Lol, yeah something like that. 😁
I believe they call that SCORING AND PEELING Timken has a guide for bearing failure online. " Tmken bearing damage analysis reference guide "
Always better to not over tighten bearings as they expand when used. A smidge of wobble is okay.
Yeah, can't argue with that. Thanks.
Aluminum wheels would look nice.
I can't argue with that. 😁
Whatever grease you were usng doesnt look right., grey color?? did you get water in the grease maybe??
Not really sure, those were packed by the previous owner. This was my first time taking these hubs apart since purchasing the trailer.
Except for greasing the new wheel bears, you did great !
Just saying….
Thanks!
I'm not sure why you didn't add brakes before you put the wheels on to begin with. Also, on a trailer like this both axles should have brakes.
The way you put grease in those new bearings is why they failed. Need to properly pack them to prevent future issues.
Here is an oldie but goodie YT video on how to do it properly.
ruclips.net/video/BhL1uAp_WCw/видео.html
I didn't pack the bearings that failed, but I get your point. Thanks for the link, good video actually. 👍👍
Plasma cutter my brotha
Rust from moisture. Take off yearly clean and repack. Bearing buddies do not clean out old grease laden with .oisture.
Referring to your inside bearing, those “ridges” are referred to as pits
The metal is pitted, porous and Not plane
👍🏽🇺🇸👍🏽 looking good
Thanks!
Just gotta mention one thing, before I do let me just say, you do incredible work, you really do…. But you ain’t packing those bearings correctly.
Don't worry, the front axle is a Dexter E-Z lube. After I installed the hub I packed the entire thing with grease using the axle zerk. And I'm installing brakes on the rear axle. So when I grease those new hubs I'll be sure to grease properly.
But I appreciate the honesty and watching out for me. 👍
Nice garage, grinding with expensive cars next to you isn’t good.
When I seen your “packing” job I knew what.
Check with your home insurance & make sure it’s paid up & covers fire.
Grinding & welding with carpet is a sure way to start a fire.
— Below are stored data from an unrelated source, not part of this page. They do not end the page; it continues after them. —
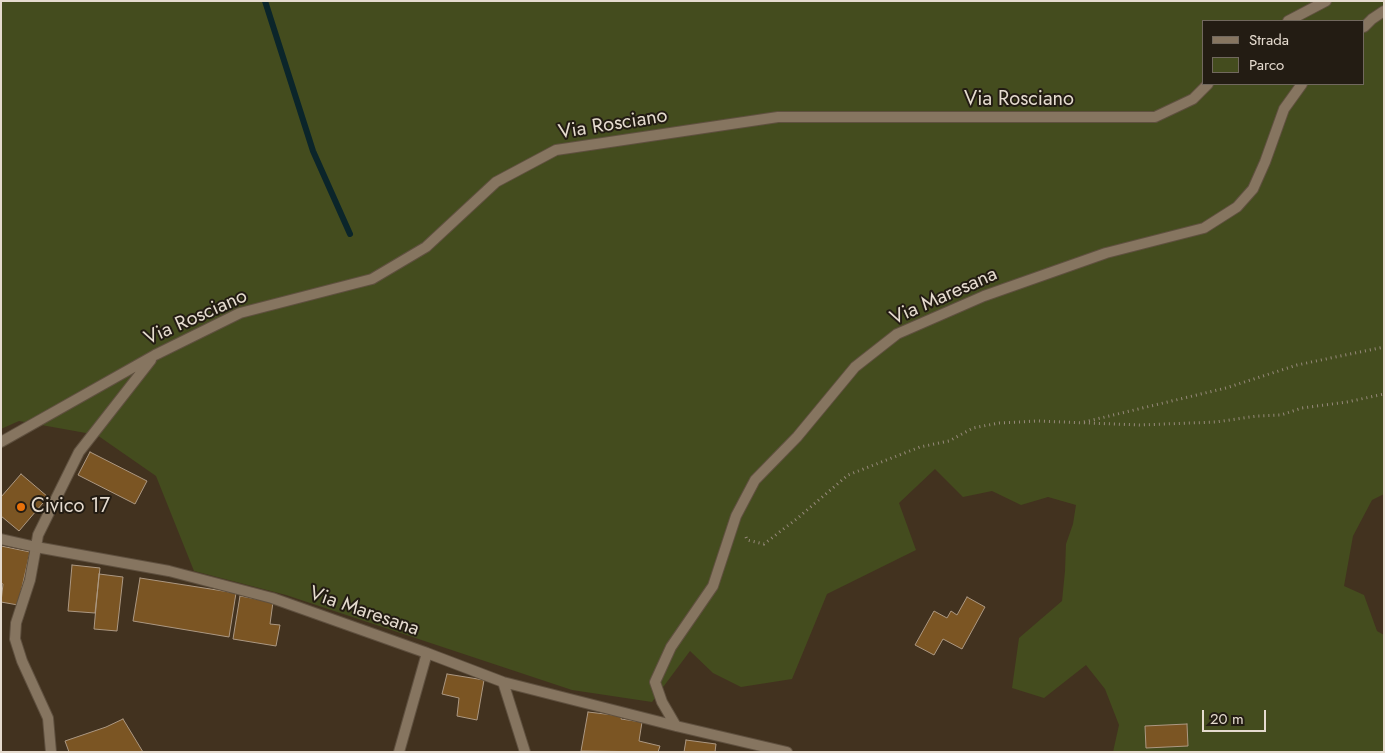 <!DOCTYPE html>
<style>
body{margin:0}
#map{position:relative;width:1385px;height:753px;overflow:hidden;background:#42321f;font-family:Jost,sans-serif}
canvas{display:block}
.frame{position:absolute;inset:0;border:2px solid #e5dbcf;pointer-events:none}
.legend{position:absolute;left:1202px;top:20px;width:162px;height:65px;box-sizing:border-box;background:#231c13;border:1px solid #71685e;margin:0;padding:6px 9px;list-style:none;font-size:15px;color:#e5dbcf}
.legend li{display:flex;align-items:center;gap:10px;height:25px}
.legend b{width:25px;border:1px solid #71685e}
.scale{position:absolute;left:1202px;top:710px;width:64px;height:22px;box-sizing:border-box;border:2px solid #e5dbcf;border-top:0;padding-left:6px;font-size:15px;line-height:18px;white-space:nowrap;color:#e5dbcf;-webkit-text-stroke:4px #231c13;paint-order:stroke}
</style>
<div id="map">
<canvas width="1385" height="753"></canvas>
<div class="frame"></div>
<ul class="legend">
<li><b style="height:6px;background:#867560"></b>Strada</li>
<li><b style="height:14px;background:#444c1e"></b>Parco</li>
</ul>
<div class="scale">20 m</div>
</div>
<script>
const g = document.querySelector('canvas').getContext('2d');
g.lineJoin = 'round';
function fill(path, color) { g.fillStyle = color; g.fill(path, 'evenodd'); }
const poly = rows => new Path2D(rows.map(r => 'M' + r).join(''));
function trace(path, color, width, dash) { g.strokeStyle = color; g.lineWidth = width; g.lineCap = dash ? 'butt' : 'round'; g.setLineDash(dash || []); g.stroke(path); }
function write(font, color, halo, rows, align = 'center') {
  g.font = font + ' Jost,sans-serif'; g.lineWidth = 4; g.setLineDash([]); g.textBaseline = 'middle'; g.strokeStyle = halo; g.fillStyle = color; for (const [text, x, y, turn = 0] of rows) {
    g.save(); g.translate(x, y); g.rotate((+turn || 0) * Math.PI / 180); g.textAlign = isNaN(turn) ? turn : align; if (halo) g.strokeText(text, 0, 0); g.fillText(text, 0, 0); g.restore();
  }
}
const green = poly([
 [1,1,1384,1,1384,494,1372,500,1353,536,1344,586,1364,595,1377,631,1384,635,1384,752,1113,752,1119,725,1105,689,1086,665,1044,698,1012,688,1019,638,1062,601,1065,571,1066,544,1073,524,1076,505,1048,497,1021,505,992,491,963,497,935,469,899,503,916,550,827,594,792,679,741,687,713,673,690,651,652,702,572,690,286,595,194,571,156,476,97,435,19,421,1,429],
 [1204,21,1364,21,1364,84,1204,84]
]);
const stream = poly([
 [265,1,313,151,350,234]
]);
const building = poly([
 [90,452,147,481,135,504,78,475,90,452],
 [21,474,48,497,19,531,1,516,1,497,21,474],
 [1,546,30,552,18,605,1,602,3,584,1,583,1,546],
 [72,565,100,568,95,613,68,611,72,565],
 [99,574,123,577,117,631,94,629,99,574],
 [140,578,236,593,229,637,133,621,140,578],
 [240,596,273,602,270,624,280,625,276,646,233,639,240,596],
 [967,597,985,607,962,649,943,639,934,655,915,645,934,611,947,618,951,611,957,615,967,597],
 [447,674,484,680,477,720,457,716,459,698,442,694,447,674],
 [588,712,622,716,621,719,642,722,639,741,660,746,658,752,581,751,588,712],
 [123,719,143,752,69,752,65,741,106,727,123,719],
 [1187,724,1188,746,1146,748,1145,726,1187,724],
 [686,740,716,744,715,752,684,752,686,740]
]);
const path = poly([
 [1084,422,1226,388,1297,365,1384,347],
 [746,537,747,540,764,544,799,517,848,475,920,447,949,441,973,428,999,423,1037,421,1140,425,1216,422,1257,416,1281,415,1302,408,1347,402,1384,394]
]);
const lane = poly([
 [36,547,30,580,16,623,15,639,22,661,48,718,51,752]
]);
const street = poly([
 [1288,21,1326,1],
 [1364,27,1372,19,1384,11],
 [1,442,155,355,240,313,372,279,426,247,496,182,556,150,778,117,1155,117,1193,99,1208,84],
 [1,539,36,547,169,571,272,598,427,653,503,682,676,726,787,752],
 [36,547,38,535,79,452,151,360],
 [503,682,525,752],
 [676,726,662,702,655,682,671,647,713,586,736,516,755,480,797,437,855,367,897,334,984,296,1106,253,1204,228,1237,207,1253,189,1265,162,1284,109,1302,84],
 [399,752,427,653]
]);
const markers = [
 [21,507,5,"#e8710a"]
];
const streetNames = [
 ["Via Rosciano",1019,100],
 ["Via Rosciano",613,125,-9],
 ["Via Maresana",944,297,-24],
 ["Via Rosciano",196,318,-24],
 ["Via Maresana",364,612,19]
];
const poiNames = [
 ["Civico 17",31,507]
];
fill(green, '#444c1e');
trace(stream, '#0b252a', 6);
fill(building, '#7b5523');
trace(building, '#ac9882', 1);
trace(lane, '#5f503f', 12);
trace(street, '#5f503f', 12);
trace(path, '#96897a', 3, [1, 4]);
trace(lane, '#867560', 10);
trace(street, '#867560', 10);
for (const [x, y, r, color] of markers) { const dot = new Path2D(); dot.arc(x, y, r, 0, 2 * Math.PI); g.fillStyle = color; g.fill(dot); trace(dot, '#231c13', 2); }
write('20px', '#e5dbcf', '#231c13', streetNames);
write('20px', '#e5dbcf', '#231c13', poiNames, 'left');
</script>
That’s not how you pack bearings. You should go on RUclips and find out how to properly repack bearings. Maybe that’s why your bearings screwed up,hmmm
Put the old wheels on one side of the trailer and repaint them. No one can see both sides of the trailer at the same time 😅
Not a bad idea there. 👍
Thanks
Welcome, thanks for the comment.
2:54 why is your axle welded in place?!!
13:02 from the way you DIDN’T pack the bearing that’s why 7:48 the bearing failed.
Sorry, I know I sound like a critical jerk but I’ve likely done thousands of bearings at this point in life and I don’t recall any come-backs for early failures (or on my own stuff for that matter).
👍
✌
If you "Packed " the old Inner bearing like you did the new one that is why it failed, Not enough grease Repack that bearing. your axle position is wrong, You have to much tongue weight, Dexter Axle has a ton of information on the position and spacing. Take a look , Also In many states a Single axle trailer isn't required to have brakes, However In Washington and Idaho if the trailer has more than one, then all axles are required to have brakes ,might check your jurisdiction. not that anybody will hunt you down and cite you , however after the crash the citations are written. You carry expensive side by sides Why wouldn't you want to protect them in a panic stop? Like everybody I am an expert, I am a trailer parts distributor in the Northwest.
That axle nut really shouldnt be any more than hand tight. You fried the bearing by having to much preload on it.
Nice trailer but, its illegal in most states where are your brakes, most require brakes on anything over 3000lb axles. Have a panic stop with that loaded Yikes
You are right, and since this video I have installed surge brakes on the rear axle.
I should do an update video with that.